Look through the entries below for the line that contains "Enumerate all labels, symbols", then set down that line and each one after it exactly, through the last.
········
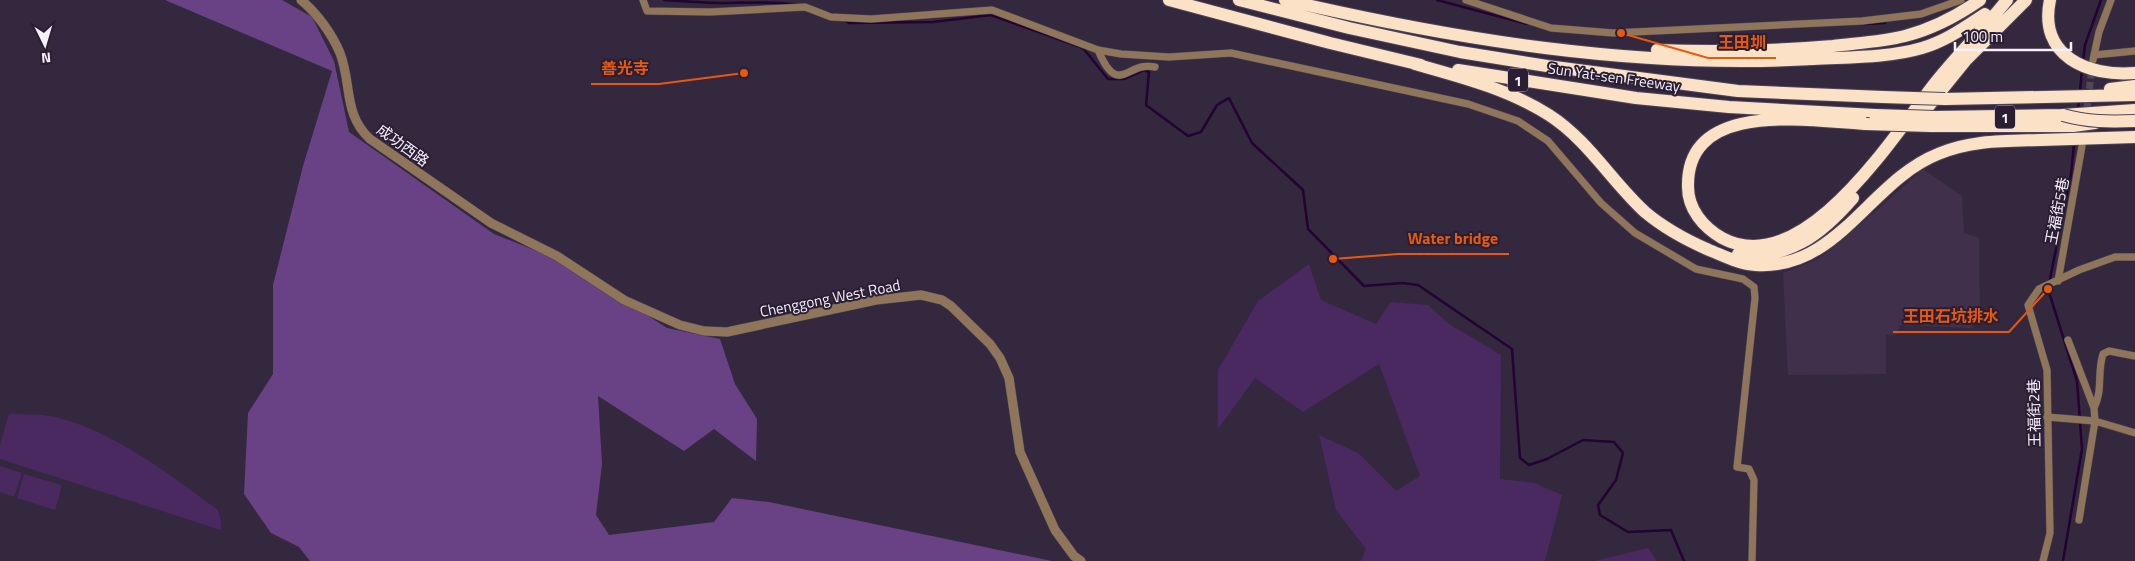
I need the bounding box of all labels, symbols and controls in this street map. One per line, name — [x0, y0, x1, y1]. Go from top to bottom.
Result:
north arrow — [20, 20, 70, 70]
scale bar — [1955, 20, 2071, 52]
text: 100 m — [1962, 25, 2003, 48]
callout: 王田圳 — [1708, 27, 1776, 58]
text: 王田圳 — [1718, 30, 1766, 54]
text: N — [40, 48, 52, 69]
callout: 善光寺 — [591, 53, 659, 84]
text: 善光寺 — [601, 56, 649, 80]
street label: Sun Yat-sen Freeway — [1546, 56, 1682, 98]
road number: 1 — [1508, 68, 1528, 92]
road number: 1 — [1995, 105, 2015, 128]
street label: 成功西路 — [372, 118, 434, 172]
street label: 王福街5巷 — [2039, 175, 2075, 247]
callout: Water bridge — [1398, 223, 1509, 254]
text: Water bridge — [1408, 226, 1498, 250]
street label: Chenggong West Road — [758, 273, 902, 323]
callout: 王田石坑排水 — [1893, 301, 2009, 332]
text: 王田石坑排水 — [1903, 304, 1999, 328]
street label: 王福街2巷 — [2022, 379, 2046, 447]

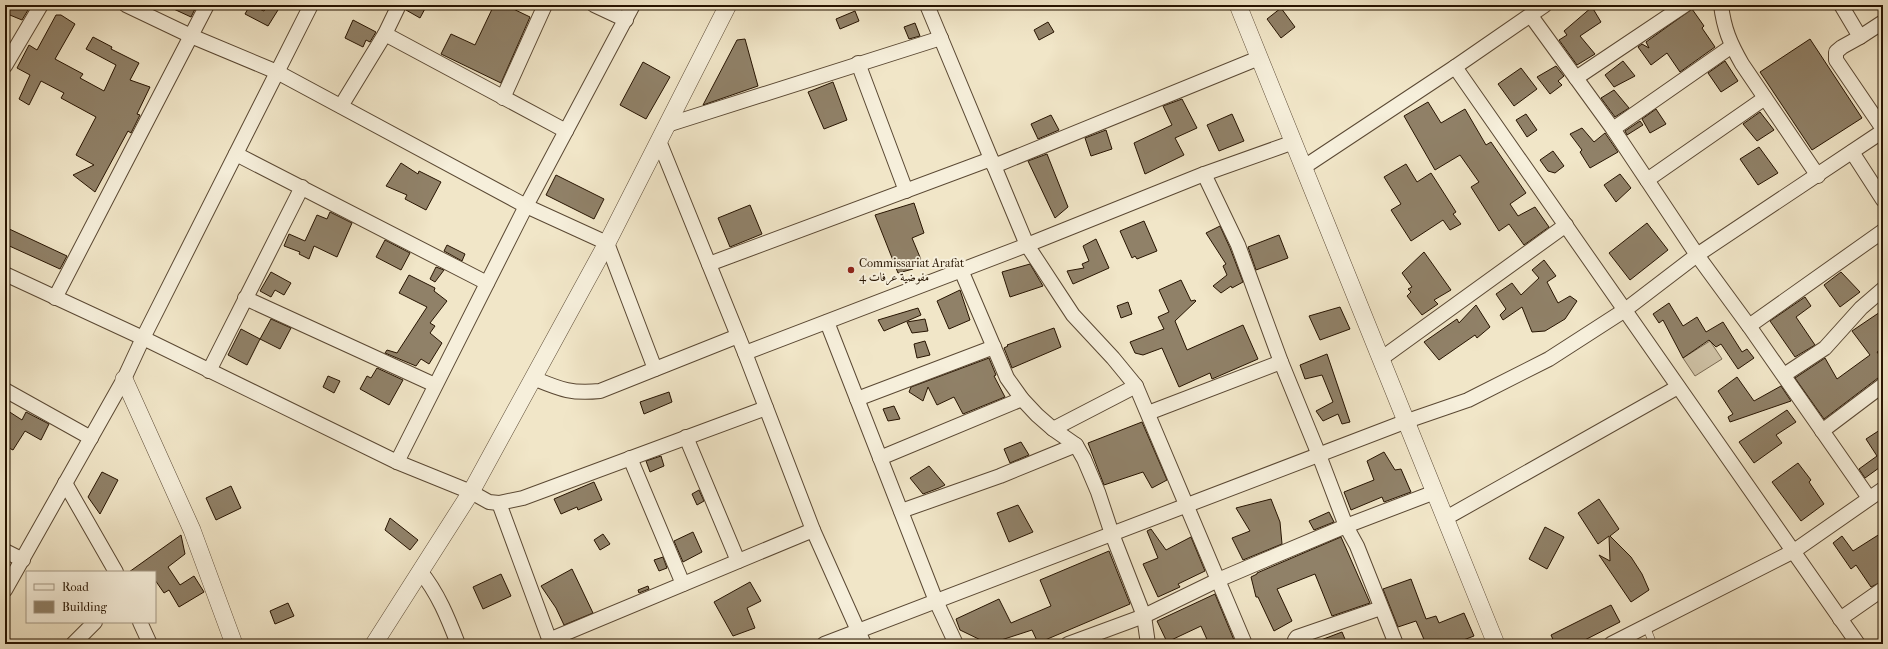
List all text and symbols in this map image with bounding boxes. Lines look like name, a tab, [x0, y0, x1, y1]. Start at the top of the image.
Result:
place label: Commissariat Arafat 4 مفوضية عرفات	[859, 256, 965, 286]
marker: Commissariat Arafat 4 مفوضية عرفات	[846, 265, 856, 275]
legend	[26, 571, 156, 623]
text: Road	[62, 580, 89, 594]
text: Building	[62, 600, 107, 614]

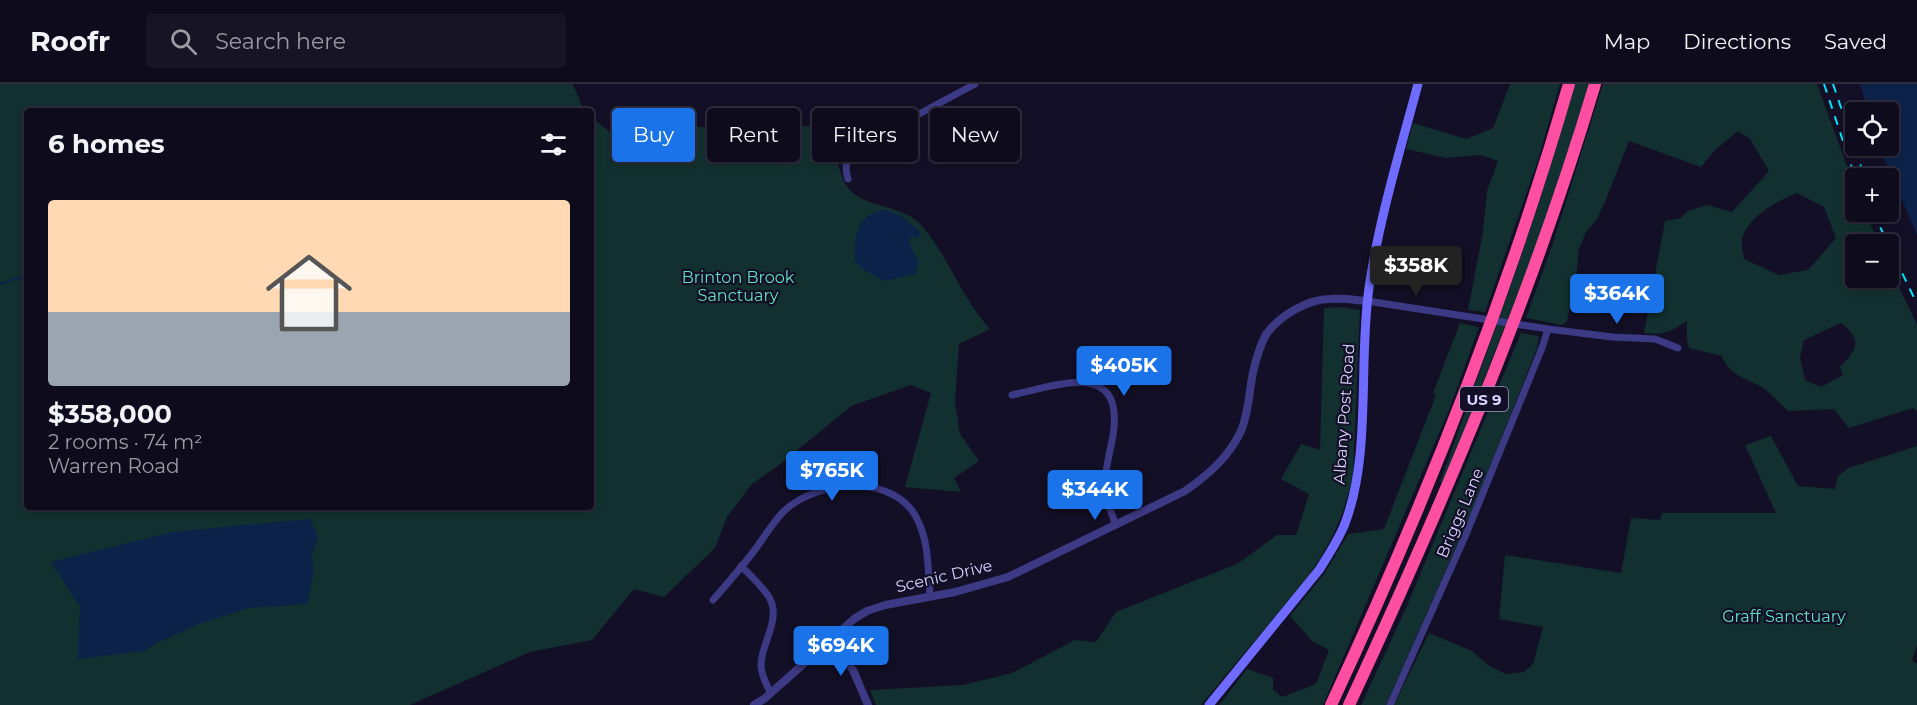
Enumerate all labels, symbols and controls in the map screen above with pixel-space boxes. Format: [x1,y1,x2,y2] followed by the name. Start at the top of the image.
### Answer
[146,14,566,68] search box
[30,24,110,58] text: Roofr
[167,25,200,58] icon: search
[215,28,346,55] text: Search here
[1604,29,1650,54] text: Map
[1683,29,1791,54] text: Directions
[1824,29,1887,54] text: Saved
[1845,102,1899,288] map controls
[1845,102,1899,156] button: locate
[612,108,695,162] chip: Buy
[707,108,800,162] chip: Rent
[812,108,918,162] chip: Filters
[930,108,1020,162] chip: New
[48,128,165,160] text: 6 homes
[537,128,570,161] icon: filters
[1845,168,1899,222] button: +
[1845,234,1899,288] button: −
[255,239,363,347] icon: home
[1374,246,1458,297] pin: $358K
[1384,253,1448,277] text: $358K
[682,268,795,305] park label: Brinton Brook Sanctuary
[1575,274,1659,325] pin: $364K
[1584,281,1650,305] text: $364K
[1330,343,1358,485] street label: Albany Post Road
[1082,346,1166,397] pin: $405K
[1090,353,1158,377] text: $405K
[1460,387,1508,411] road number: US 9
[48,398,172,430] text: $358,000
[48,430,203,454] text: 2 rooms · 74 m²
[790,451,874,502] pin: $765K
[48,454,180,478] text: Warren Road
[800,458,864,482] text: $765K
[1433,465,1487,561] street label: Briggs Lane
[1053,470,1137,521] pin: $344K
[1062,477,1128,501] text: $344K
[894,556,994,596] street label: Scenic Drive
[1722,607,1846,626] park label: Graff Sanctuary
[799,626,883,677] pin: $694K
[808,633,874,657] text: $694K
········
§ RESPONSE
Enumerate all labels, symbols and controls in the map screen above with pixel-space boxes. Format: [x1,y1,x2,y2] followed by the name. Start at the top of the image.
### Answer
[146,14,566,68] search box
[30,24,110,58] text: Roofr
[167,25,200,58] icon: search
[215,28,346,55] text: Search here
[1604,29,1650,54] text: Map
[1683,29,1791,54] text: Directions
[1824,29,1887,54] text: Saved
[1845,102,1899,288] map controls
[1845,102,1899,156] button: locate
[612,108,695,162] chip: Buy
[707,108,800,162] chip: Rent
[812,108,918,162] chip: Filters
[930,108,1020,162] chip: New
[48,128,165,160] text: 6 homes
[537,128,570,161] icon: filters
[1845,168,1899,222] button: +
[1845,234,1899,288] button: −
[255,239,363,347] icon: home
[1374,246,1458,297] pin: $358K
[1384,253,1448,277] text: $358K
[682,268,795,305] park label: Brinton Brook Sanctuary
[1575,274,1659,325] pin: $364K
[1584,281,1650,305] text: $364K
[1330,343,1358,485] street label: Albany Post Road
[1082,346,1166,397] pin: $405K
[1090,353,1158,377] text: $405K
[1460,387,1508,411] road number: US 9
[48,398,172,430] text: $358,000
[48,430,203,454] text: 2 rooms · 74 m²
[790,451,874,502] pin: $765K
[48,454,180,478] text: Warren Road
[800,458,864,482] text: $765K
[1433,465,1487,561] street label: Briggs Lane
[1053,470,1137,521] pin: $344K
[1062,477,1128,501] text: $344K
[894,556,994,596] street label: Scenic Drive
[1722,607,1846,626] park label: Graff Sanctuary
[799,626,883,677] pin: $694K
[808,633,874,657] text: $694K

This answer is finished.